Tetapi Mathur percaya bahwa rantai pasokan dapat dengan cepat dikembalikan. "Jika anda melihat tingkat pemanfaatan kapasitas di Asia saat ini, mereka secara signifikan kurang optimal. Jadi ada ruang untuk memperluas output itu, "tambahnya. "Begitu mereka kembali bekerja, alih-alih memproduksi, katakanlah, 10 iPhone sehari, mereka tentu dapat meningkatkannya menjadi 50."

Sebaiknya Wait and See Terlebih Dahulu
Selama periode SARS, pasar global terkoreksi karena wabah memburuk dan hanya mencapai titik terendah ketika tingkat infeksi memuncak. Tetapi ada pemulihan yang tajam ketika jumlah kasus baru mulai stabil. Jadi akankah ada reaksi yang sama kali ini, ketika China memiliki pengaruh yang lebih besar pada pasar keuangan, dan reaksi pasar China dapat membuat tidak stabil atau menenangkan?

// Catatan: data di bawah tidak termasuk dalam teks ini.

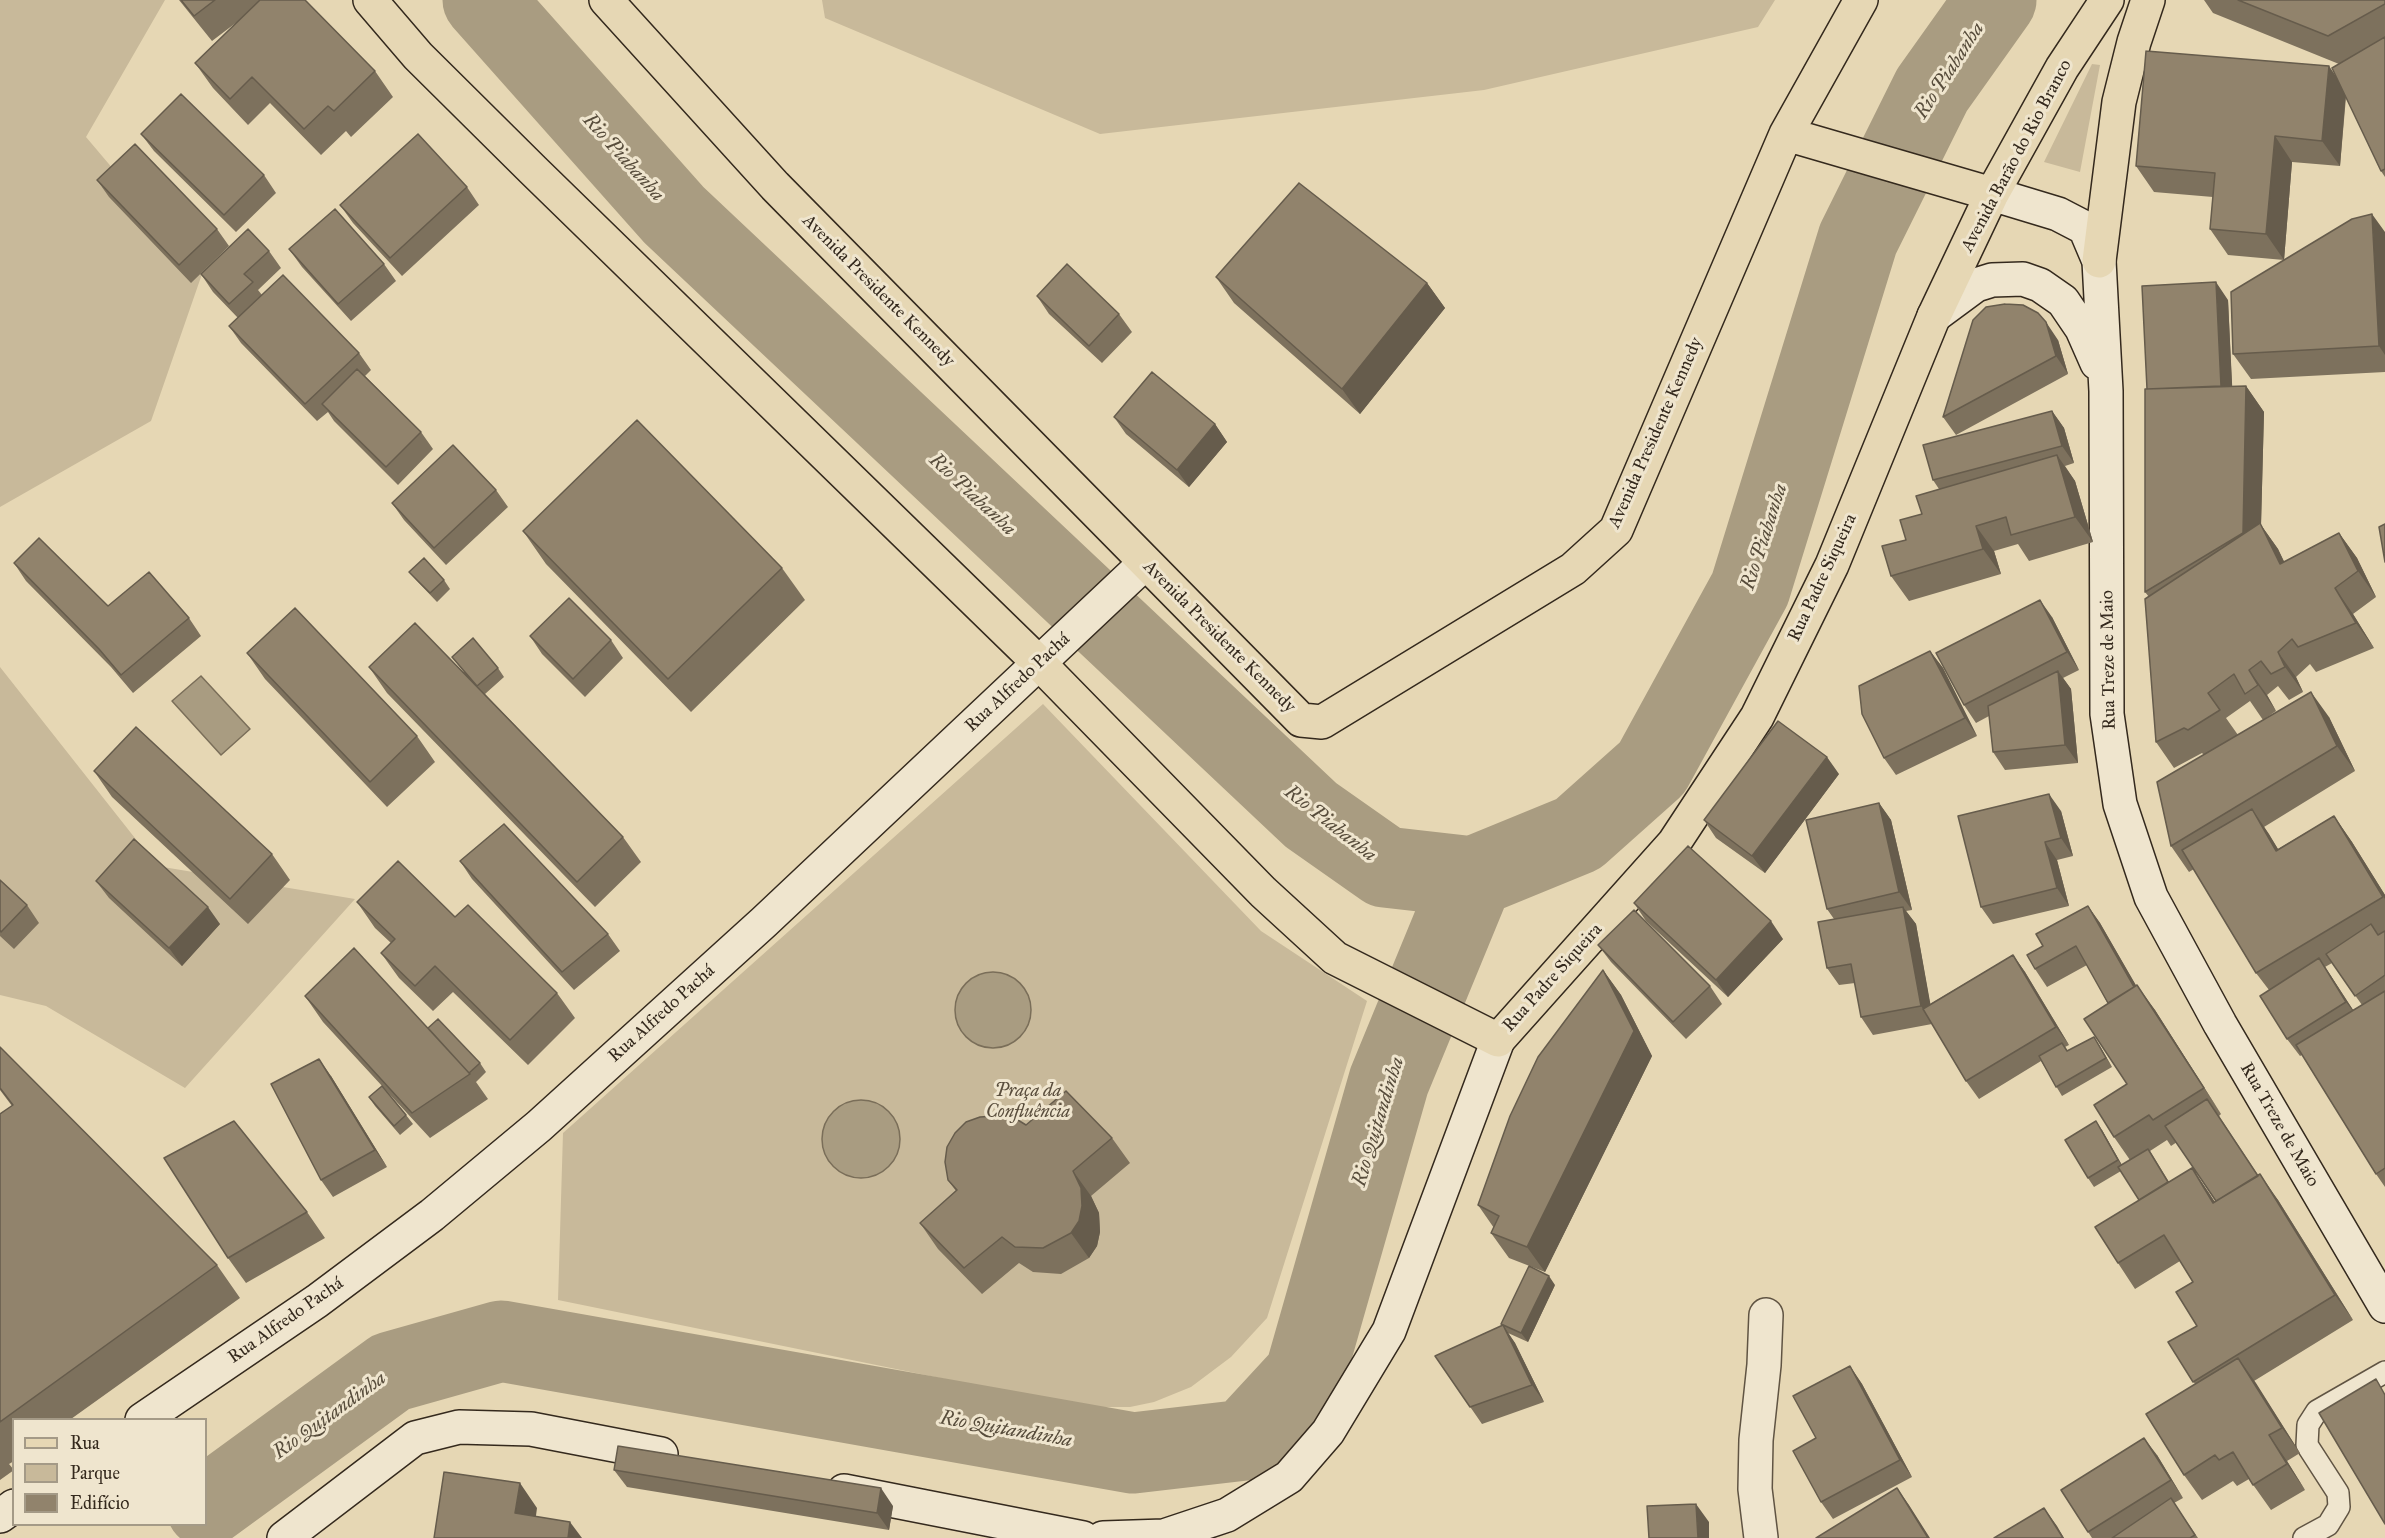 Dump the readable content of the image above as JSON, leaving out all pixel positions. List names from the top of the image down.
{
  "streets": {
    "main road": [
      "Avenida Barão do Rio Branco",
      "Avenida Presidente Kennedy",
      "Rua Padre Siqueira",
      "Rua Treze de Maio",
      "Rua Alfredo Pachá"
    ]
  },
  "crossings": [
    ["Avenida Barão do Rio Branco", "Rua Padre Siqueira"],
    ["Avenida Barão do Rio Branco", "Rua Treze de Maio"],
    ["Avenida Presidente Kennedy", "Rua Alfredo Pachá"]
  ],
  "water": ["Rio Piabanha", "Rio Quitandinha"],
  "parks": ["Praça da Confluência"],
  "legend": ["Rua", "Parque", "Edifício"]
} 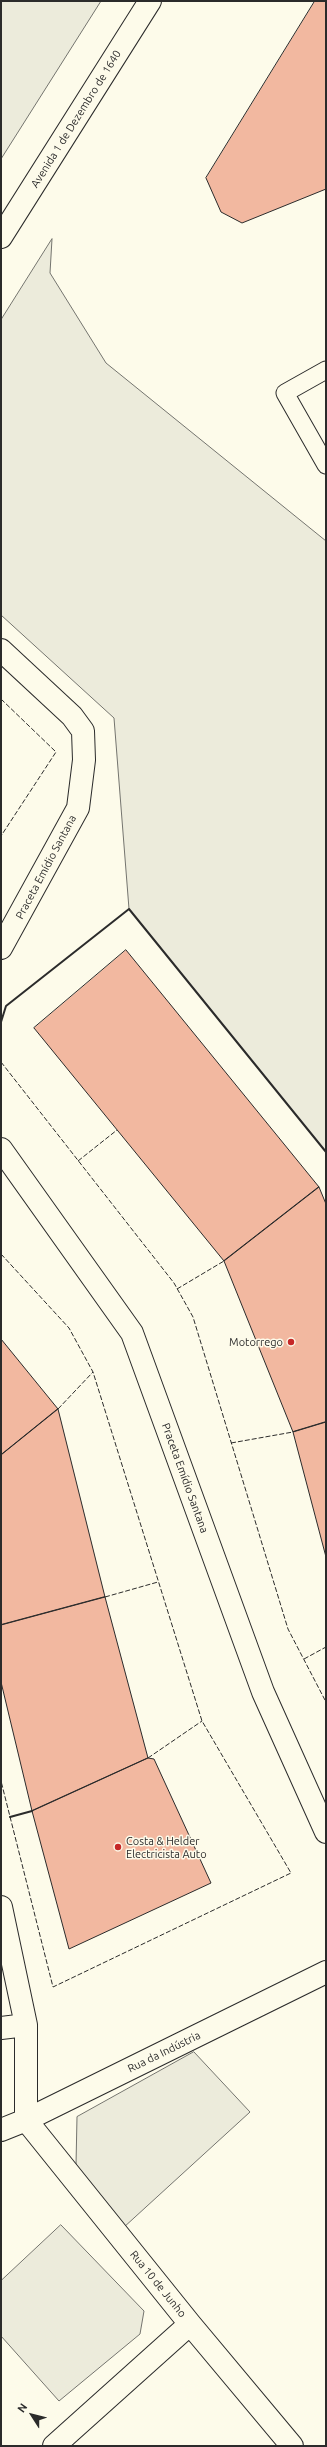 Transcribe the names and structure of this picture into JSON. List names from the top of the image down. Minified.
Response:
{"streets":{"street":["Avenida 1 de Dezembro de 1640","Praceta Emídio Santana","Rua da Indústria","Rua 10 de Junho"]},"crossings":[["Rua da Indústria","Rua 10 de Junho"]],"places":["Motorrego","Costa & Helder Electricista Auto"],"north":"top left"} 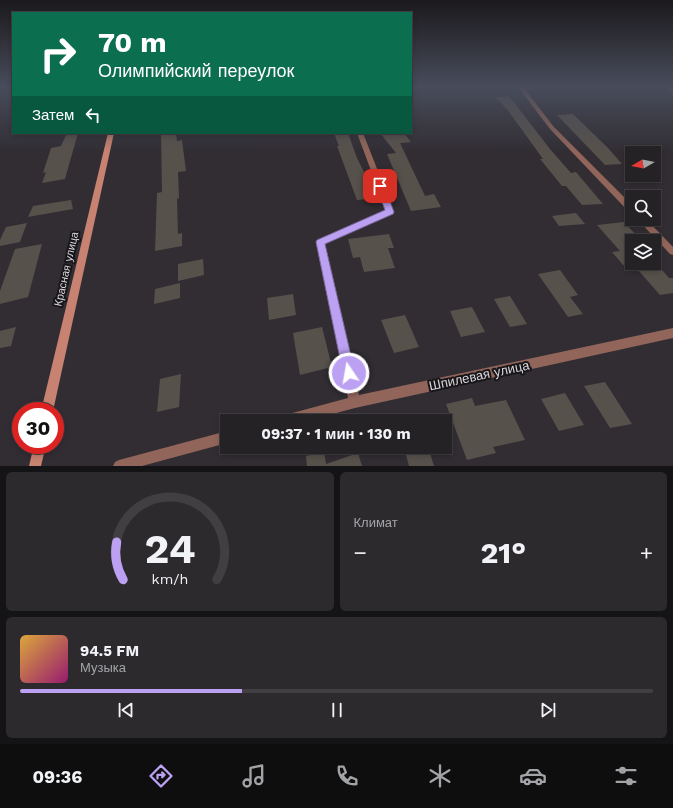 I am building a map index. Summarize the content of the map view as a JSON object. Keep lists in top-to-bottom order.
{
  "streets": {
    "main road": ["Красная улица"],
    "street": ["Шпилевая улица"]
  },
  "north": "left",
  "page": {
    "turn": ["70 m", "Олимпийский переулок"],
    "then": "Затем",
    "limit": "30",
    "trip": "09:37 · 1 мин · 130 m",
    "tile": "Климат",
    "heat": ["−", "21°", "+"],
    "song": ["94.5 FM", "Музыка"],
    "tabs": "09:36",
    "gauge": ["24", "km/h"]
  }
} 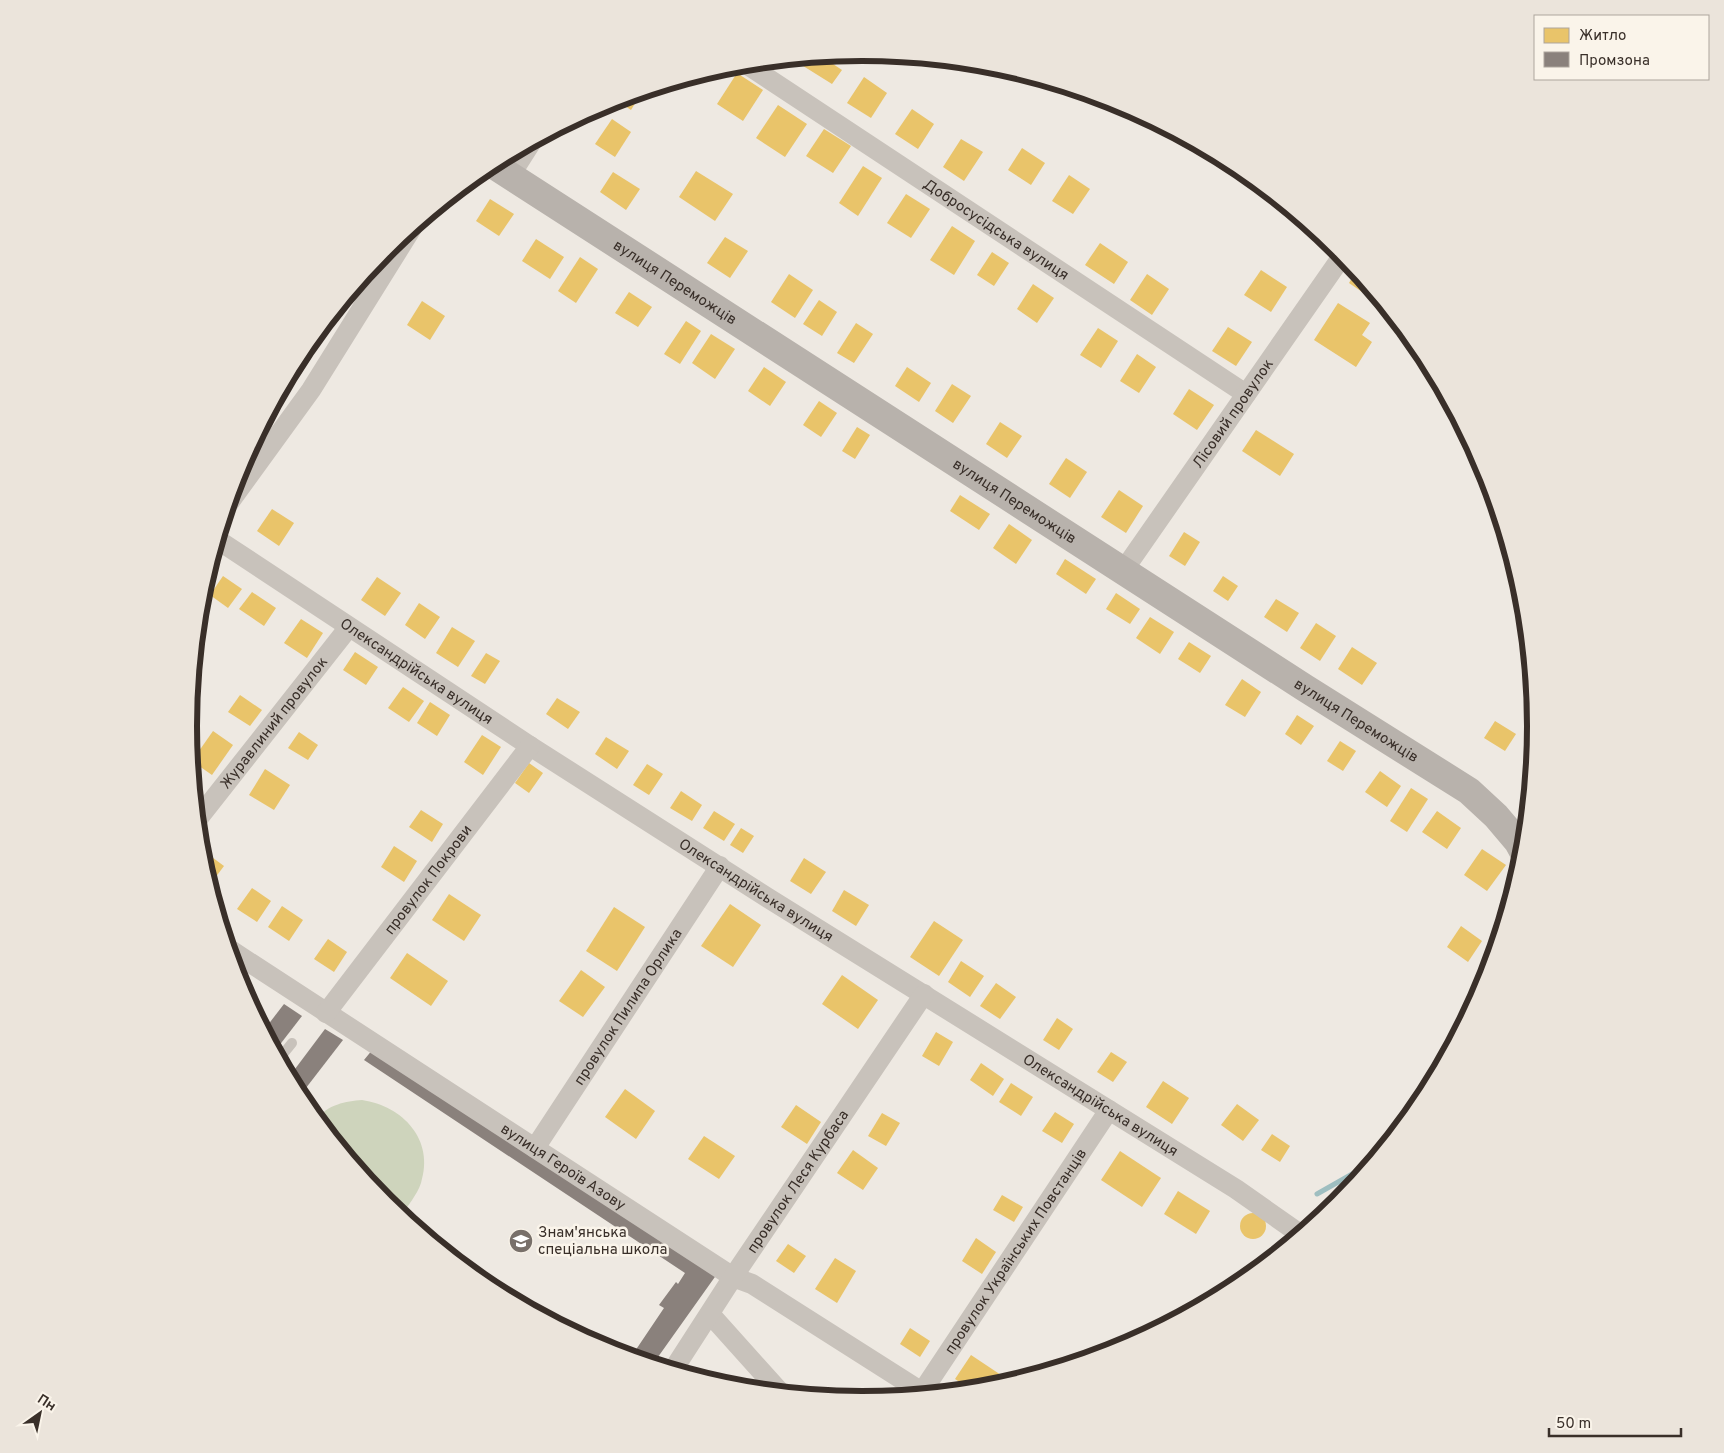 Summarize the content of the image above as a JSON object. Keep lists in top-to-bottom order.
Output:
{
  "streets": {
    "street": [
      "Добросусідська вулиця",
      "вулиця Переможців",
      "Лісовий провулок",
      "Олександрійська вулиця",
      "Журавлиний провулок",
      "провулок Покрови",
      "провулок Пилипа Орлика",
      "вулиця Героїв Азову",
      "провулок Леся Курбаса",
      "провулок Українських Повстанців"
    ]
  },
  "crossings": [
    ["Добросусідська вулиця", "Лісовий провулок"],
    ["вулиця Переможців", "Лісовий провулок"],
    ["Олександрійська вулиця", "Журавлиний провулок"],
    ["Олександрійська вулиця", "провулок Покрови"],
    ["Олександрійська вулиця", "провулок Пилипа Орлика"],
    ["Олександрійська вулиця", "провулок Леся Курбаса"],
    ["Олександрійська вулиця", "провулок Українських Повстанців"],
    ["провулок Покрови", "вулиця Героїв Азову"],
    ["провулок Пилипа Орлика", "вулиця Героїв Азову"],
    ["вулиця Героїв Азову", "провулок Леся Курбаса"]
  ],
  "places": {
    "school or university": ["Знам'янська спеціальна школа"]
  },
  "legend": ["Житло", "Промзона"],
  "scale_bar": "50 m",
  "north": "top right"
}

Ahli strategi senior Credit Suisse Asia-Pasifik Suresh Tantia menyarankan investor untuk "tetap di sela-sela" saat ini. "Kami menyarankan menunggu kasus-kasus baru ini memuncak sebelum investor mencari harga murah di ekuitas China," katanya. "Melihat pasar Asia lainnya, kami akan menyarankan investor untuk menunggu kejelasan dan untuk ketidakpastian dihapus sebelum mereka mulai berburu aset."